Richmond, Virginia: A sketch of the life of Valentine Griffin (1820-1894)

Distractions that lead to unexpected learning opportunities are curious things. The scourge of writer’s block was an unwelcome visitor this week, and thumbing through newspaper archives seemed the only remedy for sheer frustration. However, an interesting obituary in the Richmond Planet caught my attention. It featured a brief summary of the life of Mr. Valentine Griffin, an aged and much respected figure in Richmond’s African American community, who passed on March 16, 1894.

Richmond Planet, April 7, 1894

“Died at his residence, 1222 Buchanan St., Friday morning, March 16, 1894, in the seventy-fourth year of his age, Mr. Valentine Griffin. Deceased was born of free parentage in Charles City County, Va., worked as hireling until he became twenty one years of age. He removed to the County of Henrico, and there remained until the beginning of the Civil War. He was pressed into the service of the Confederates in the year of 1862, and placed upon the breast works. Near the close of the year 1863, he left the Confederates and went to the Union Army, and was placed in charge of the Commissary, where he remained until the close of the war.

He was with the Sherman Division in the far South, and it was some time after the surrender before he returned.

In 1866 he removed to his late residence in this city.

He was a member of the church for forty nine years; was a member of the Fidelity Division, Sons of Temperance for twenty years; was a member of the Rising Sons of Zion for thirty eight years, and the Daughters of Messiah for twenty nine years. In all these he was a faithful member.

All who knew him loved him, and he continually added to his host of friends. The principles of honesty, integrity, and sobriety, which were inculcated in childhood, and which are peculiar to and characteristic of himself, grew stronger as he grew to manhood; but in his declining years when nature began to fail him, they remained undaunted and the same; even imperishable shall they live. When he shall have mouldered away in forgotten dust, the philanthropist of ancient or modern times could not have left a richer legacy than he, ever had they their million extended from generation to generation. In tears of regret we leave Valentine Griffin to sleep the sleep of a peaceful citizen and a devout Christian and gentlemen.”

Immediately following the obituary was a testimonial to Mr.

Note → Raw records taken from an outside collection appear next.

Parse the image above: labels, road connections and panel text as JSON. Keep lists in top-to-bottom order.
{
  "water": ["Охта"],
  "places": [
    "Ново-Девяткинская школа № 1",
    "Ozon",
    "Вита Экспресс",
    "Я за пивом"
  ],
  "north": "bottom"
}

Griffin from Spencer T. Hancock.

Richmond Planet, April 7, 1894

“Dear Sir: Excuse me if you please. I want to say a word about my friend, Mr. Valentine Griffin. For twenty years I have known well. He was a pure, honest, upright Christian man. His word was as good as his bond. In all of his dealings with me for 20 years he never one time failed to fulfill a promise. If too unwell to attend to it himself, would invariable send a son or daughter.

In speaking of his afflictions to me he would cheerfully remark: ‘I am in the hands of the Lord. He knows best, and all that He does is right.’ I cannot express my feelings as I would wish, but a pure, good Christian man has left us to reap his reward, which I feel must be great. I am past three score and ten, have had dealings with a great many all over the country and never with a more honest, upright, Christian man than Valentine Griffin. What an example the has left for his children. May they follow it. May God bless us all, and may we all pattern after the life of this good man. He was my good friend, and I am proud to say, Valentine Griffin was my friend.”

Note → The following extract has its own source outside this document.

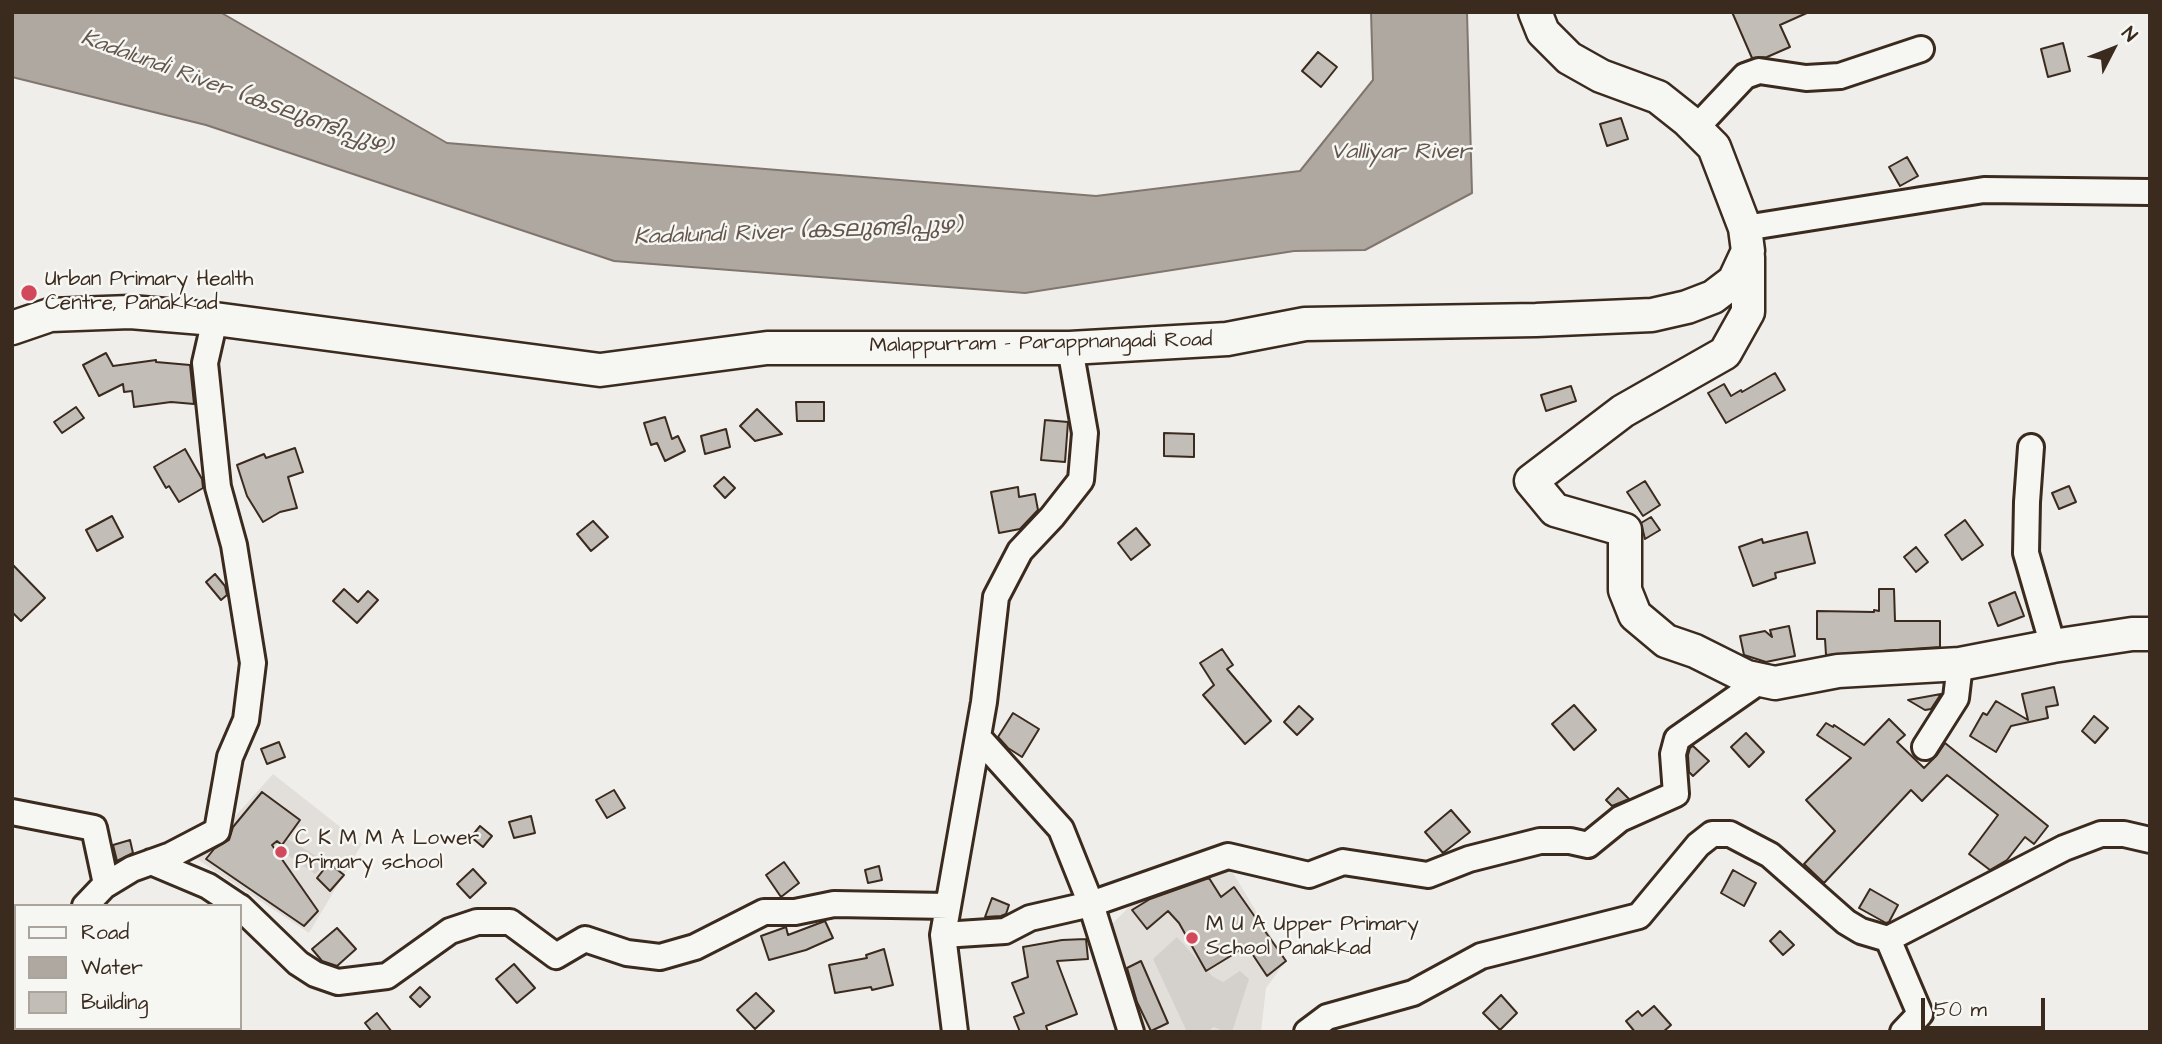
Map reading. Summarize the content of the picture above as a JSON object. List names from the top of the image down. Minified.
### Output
{"streets":{"main road":["Malappurram - Parappnangadi Road"]},"water":["Kadalundi River (കടലുണ്ടിപ്പുഴ)","Valliyar River"],"places":["Urban Primary Health Centre, Panakkad","C K M M A Lower Primary school","M U A Upper Primary School Panakkad"],"legend":["Road","Water","Building"],"scale_bar":"50 m","north":"top right"}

A man of African descent, born free in 19th-century Virginia, pressed into Confederate service, escaped to Union lines, Sherman’s march to the sea? As a genealogist and confirmed history buff, this was simply too tempting. I had to dig a little deeper.

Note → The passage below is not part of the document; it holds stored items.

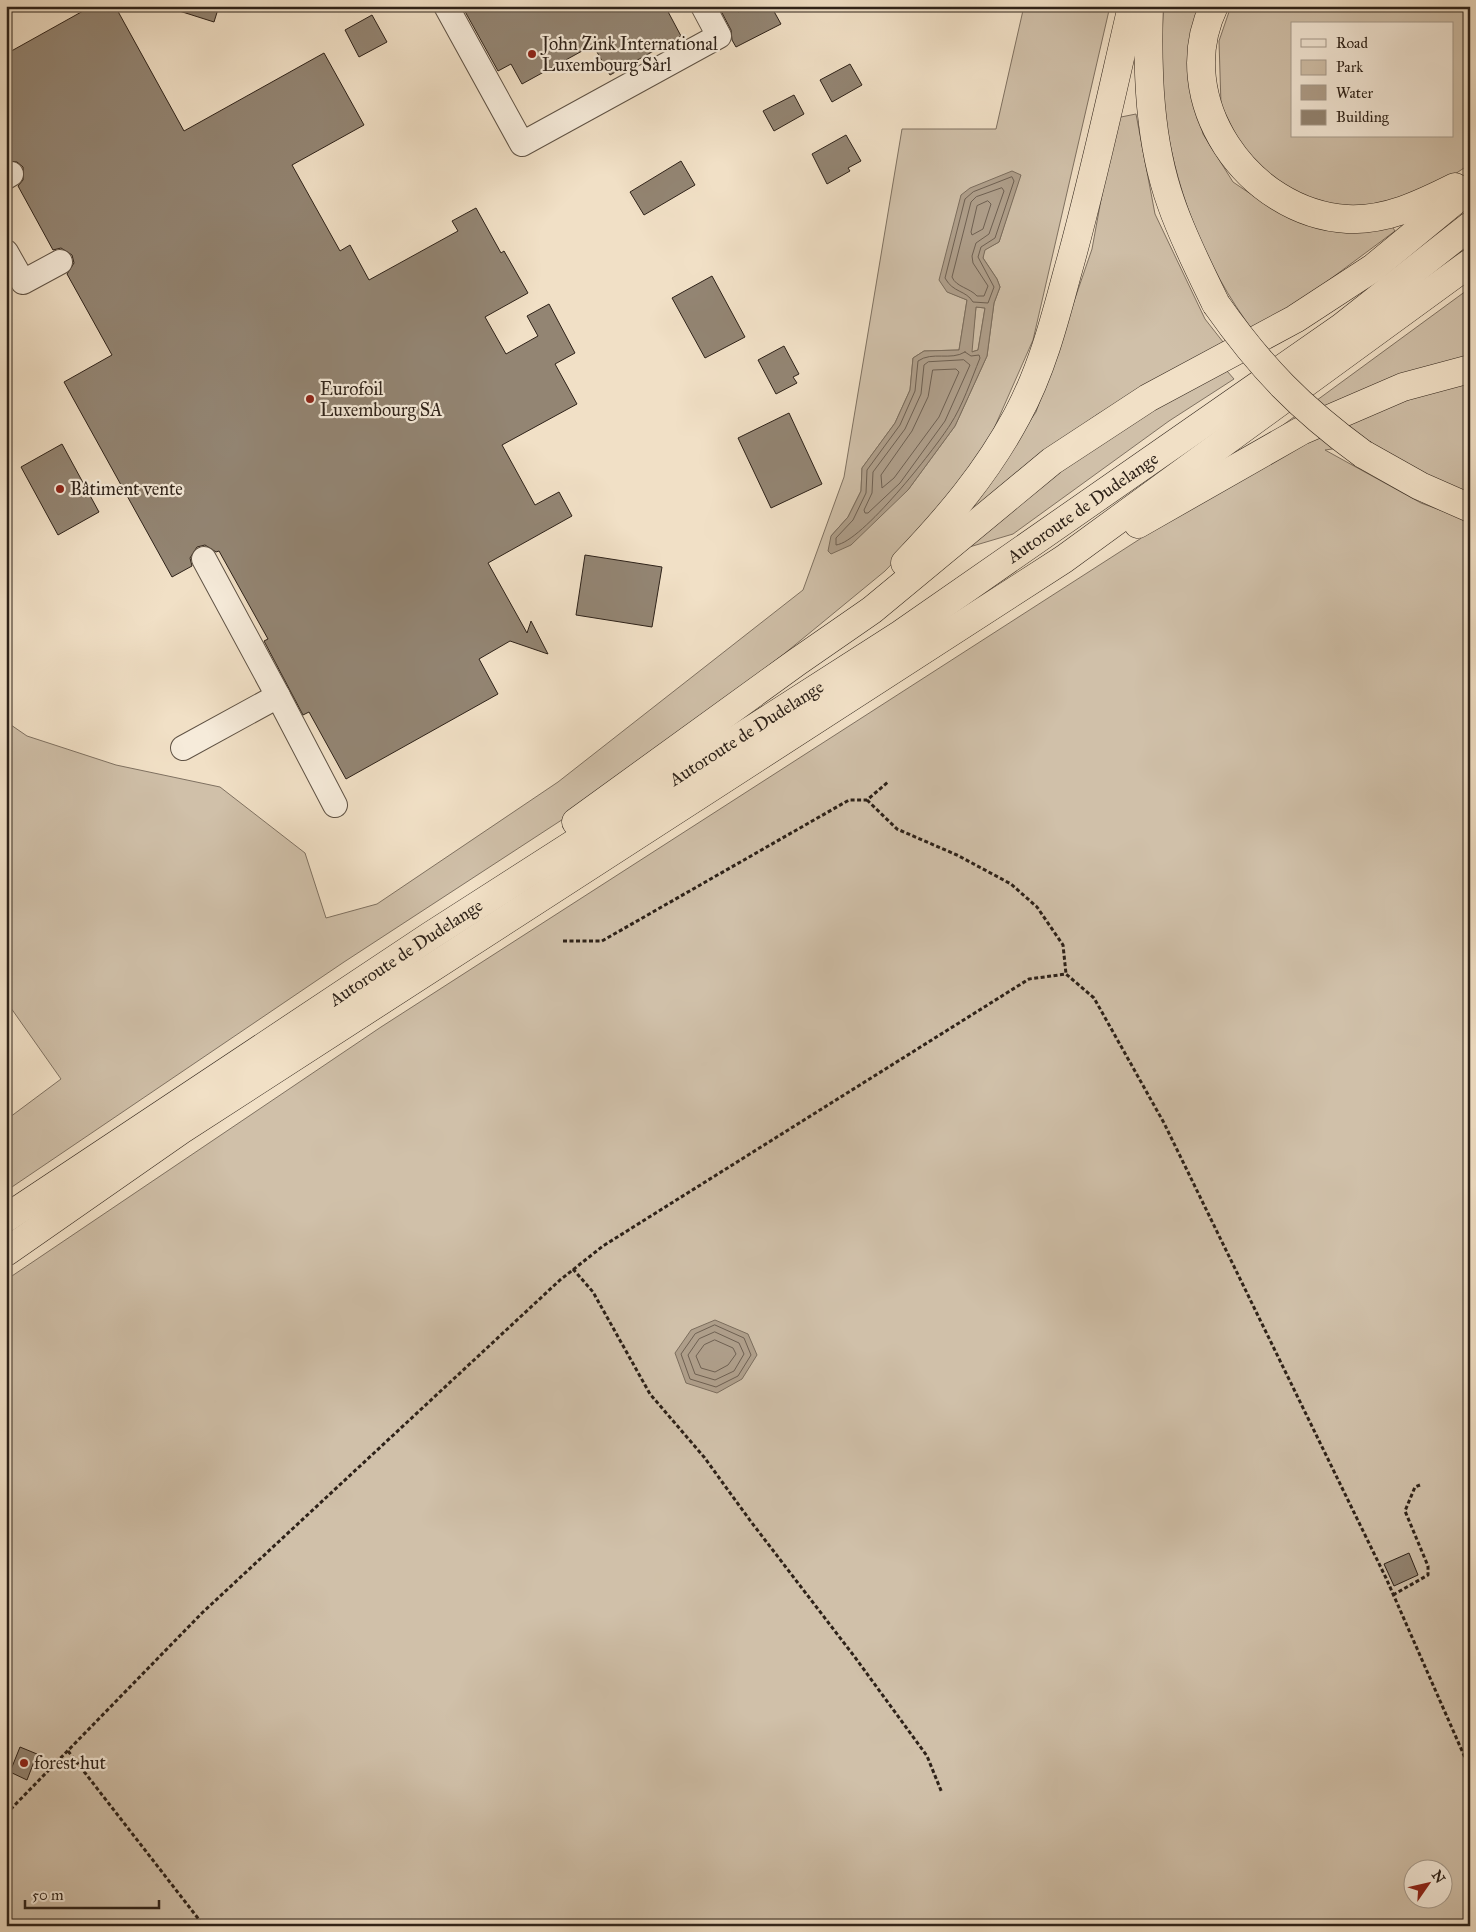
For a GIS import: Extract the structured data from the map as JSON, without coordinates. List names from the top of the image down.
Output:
{
  "streets": {
    "highway": ["Autoroute de Dudelange"]
  },
  "places": [
    "John Zink International Luxembourg Sàrl",
    "Eurofoil Luxembourg SA",
    "Bâtiment vente",
    "forest hut"
  ],
  "legend": [
    "Road",
    "Park",
    "Water",
    "Building"
  ],
  "scale_bar": "50 m",
  "north": "top right"
}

Half of my paternal ancestors from Virginia were born free from slavery, though that status didn’t necessarily make their lives any easier. One of the many restrictions placed on their freedom was the passage of a law in 1793 that required free African Americans to register every year.

“Free Negroes or mulattoes shall be registered and numbered in a book to be kept by the town clerk, which shall specify age, name, color, status and by whom, and in what court emancipated. Annually the Negro shall be delivered a copy for twenty-five cents. A penalty is fixed for employing a Negro without a certificate; the Negro may be committed to jail. Every free Negro shall once in every three years obtain a new certificate.” (Black Laws of Virginia)

Forced to abide by the punitive measure, at age 21, Valentine Griffin registered with the Charles City County Court in July, 1841, along with siblings John, William Bolling, David, James, Cassandra, and Eliza Ann. His registration read:

“Ordered that it be certified that it appears to the satisfaction of the Court by the testimony of _______that Valentine Griffin (son of Reuben Griffin), a man of dark brown complexion, 21 years old the 15th of April last, five feet six inches high, scar on the fore finger of the left hand, and one or two on the back of the right hand, was born free in this County.”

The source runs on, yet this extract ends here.